[EXERCISE INPUT — start]

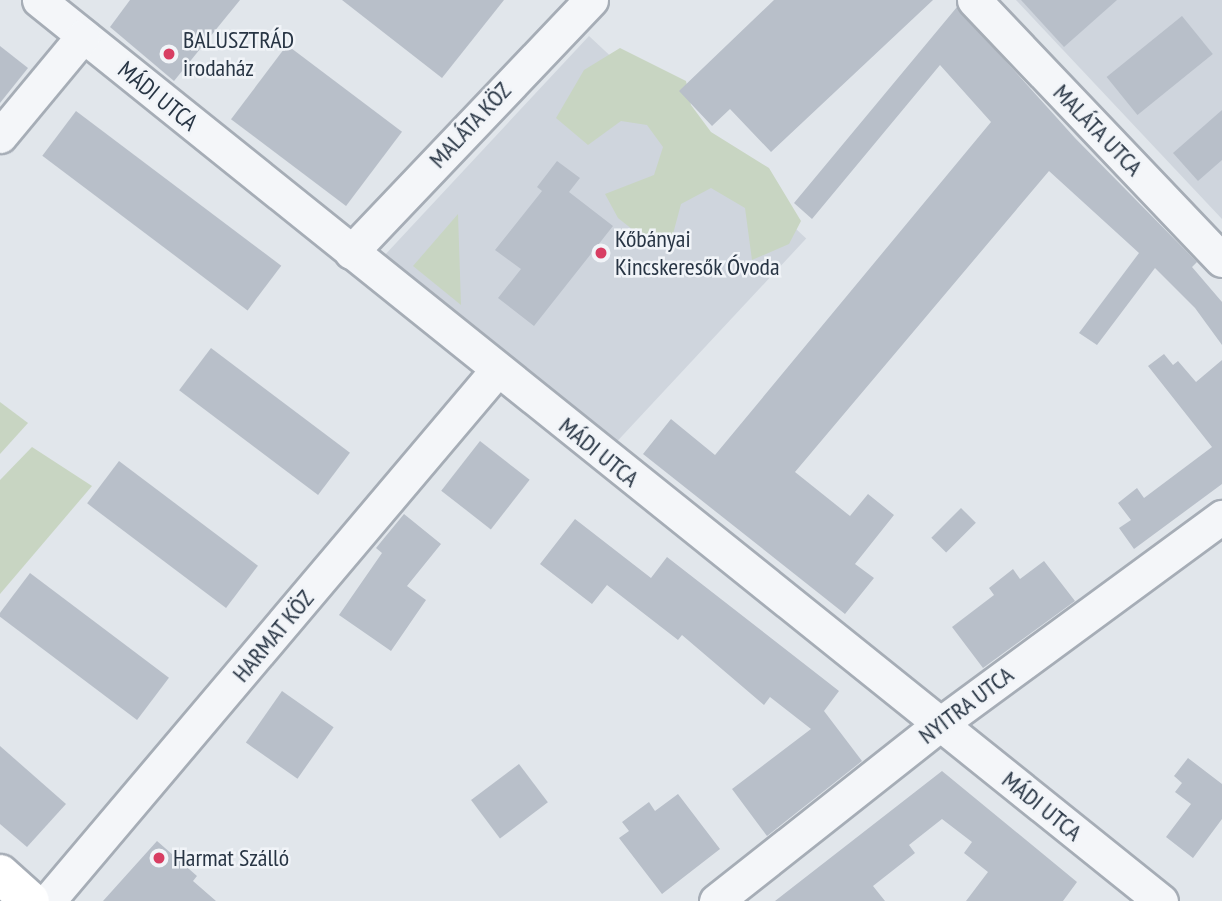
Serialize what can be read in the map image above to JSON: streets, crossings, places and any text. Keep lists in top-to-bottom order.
{
  "streets": {
    "street": [
      "MÁDI UTCA",
      "MALÁTA KÖZ",
      "MALÁTA UTCA",
      "HARMAT KÖZ",
      "NYITRA UTCA"
    ]
  },
  "crossings": [
    ["MÁDI UTCA", "MALÁTA KÖZ"],
    ["MÁDI UTCA", "HARMAT KÖZ"],
    ["MÁDI UTCA", "NYITRA UTCA"]
  ],
  "places": ["BALUSZTRÁD irodaház", "Kőbányai Kincskeresők Óvoda", "Harmat Szálló"]
}
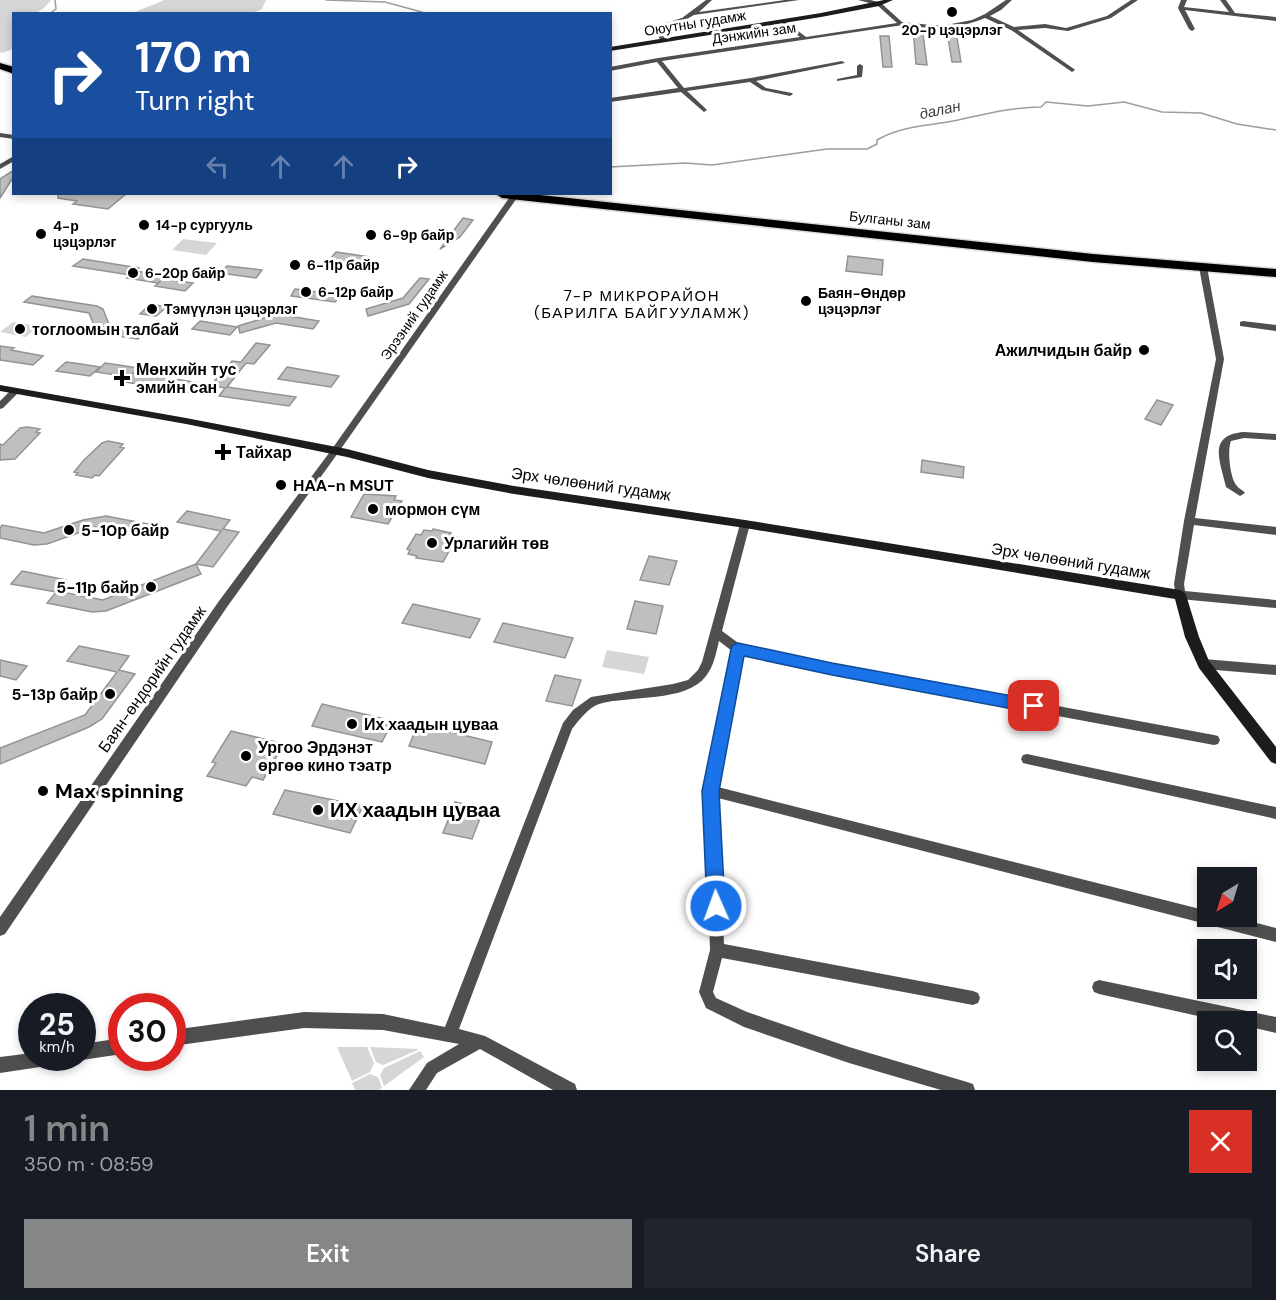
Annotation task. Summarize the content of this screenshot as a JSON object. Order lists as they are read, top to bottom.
{
  "streets": {
    "highway": ["Булганы зам"],
    "main road": ["Оюутны гудамж", "Эрх чөлөөний гудамж"],
    "street": ["Дэнжийн зам", "Эрээний гудамж", "Баян-өндорийн гудамж"]
  },
  "crossings": [
    ["Эрээний гудамж", "Эрх чөлөөний гудамж"],
    ["Эрээний гудамж", "Баян-өндорийн гудамж"],
    ["Эрх чөлөөний гудамж", "Баян-өндорийн гудамж"]
  ],
  "districts": ["7-Р МИКРОРАЙОН (БАРИЛГА БАЙГУУЛАМЖ)"],
  "water": ["далан"],
  "places": {
    "other": [
      "20-р цэцэрлэг",
      "14-р сургууль",
      "4-р цэцэрлэг",
      "6-9р байр",
      "6-11р байр",
      "6-20р байр",
      "6-12р байр",
      "Баян-Өндөр цэцэрлэг",
      "Тэмүүлэн цэцэрлэг",
      "тоглоомын талбай",
      "Ажилчидын байр",
      "HAA-n MSUT",
      "мормон сүм",
      "5-10р байр",
      "Урлагийн төв",
      "5-11р байр",
      "5-13р байр",
      "Их хаадын цуваа",
      "Ургоо Эрдэнэт өргөө кино тэатр",
      "Max spinning",
      "ИХ хаадын цуваа"
    ],
    "health": ["Мөнхийн тус эмийн сан", "Тайхар"]
  },
  "north": "bottom left",
  "page": {
    "turn": ["170 m", "Turn right"],
    "speed": "25 km/h",
    "limit": "30",
    "heading": ["1 min", "350 m · 08:59"],
    "buttons": ["Exit", "Share"]
  }
}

[EXERCISE INPUT — finish]

Retype the lines from the one containing "Annotation task. Summarize" through the last line of the records. Leave out everything else.

Annotation task. Summarize the content of this screenshot as a JSON object. Order lists as they are read, top to bottom.
{
  "streets": {
    "highway": ["Булганы зам"],
    "main road": ["Оюутны гудамж", "Эрх чөлөөний гудамж"],
    "street": ["Дэнжийн зам", "Эрээний гудамж", "Баян-өндорийн гудамж"]
  },
  "crossings": [
    ["Эрээний гудамж", "Эрх чөлөөний гудамж"],
    ["Эрээний гудамж", "Баян-өндорийн гудамж"],
    ["Эрх чөлөөний гудамж", "Баян-өндорийн гудамж"]
  ],
  "districts": ["7-Р МИКРОРАЙОН (БАРИЛГА БАЙГУУЛАМЖ)"],
  "water": ["далан"],
  "places": {
    "other": [
      "20-р цэцэрлэг",
      "14-р сургууль",
      "4-р цэцэрлэг",
      "6-9р байр",
      "6-11р байр",
      "6-20р байр",
      "6-12р байр",
      "Баян-Өндөр цэцэрлэг",
      "Тэмүүлэн цэцэрлэг",
      "тоглоомын талбай",
      "Ажилчидын байр",
      "HAA-n MSUT",
      "мормон сүм",
      "5-10р байр",
      "Урлагийн төв",
      "5-11р байр",
      "5-13р байр",
      "Их хаадын цуваа",
      "Ургоо Эрдэнэт өргөө кино тэатр",
      "Max spinning",
      "ИХ хаадын цуваа"
    ],
    "health": ["Мөнхийн тус эмийн сан", "Тайхар"]
  },
  "north": "bottom left",
  "page": {
    "turn": ["170 m", "Turn right"],
    "speed": "25 km/h",
    "limit": "30",
    "heading": ["1 min", "350 m · 08:59"],
    "buttons": ["Exit", "Share"]
  }
}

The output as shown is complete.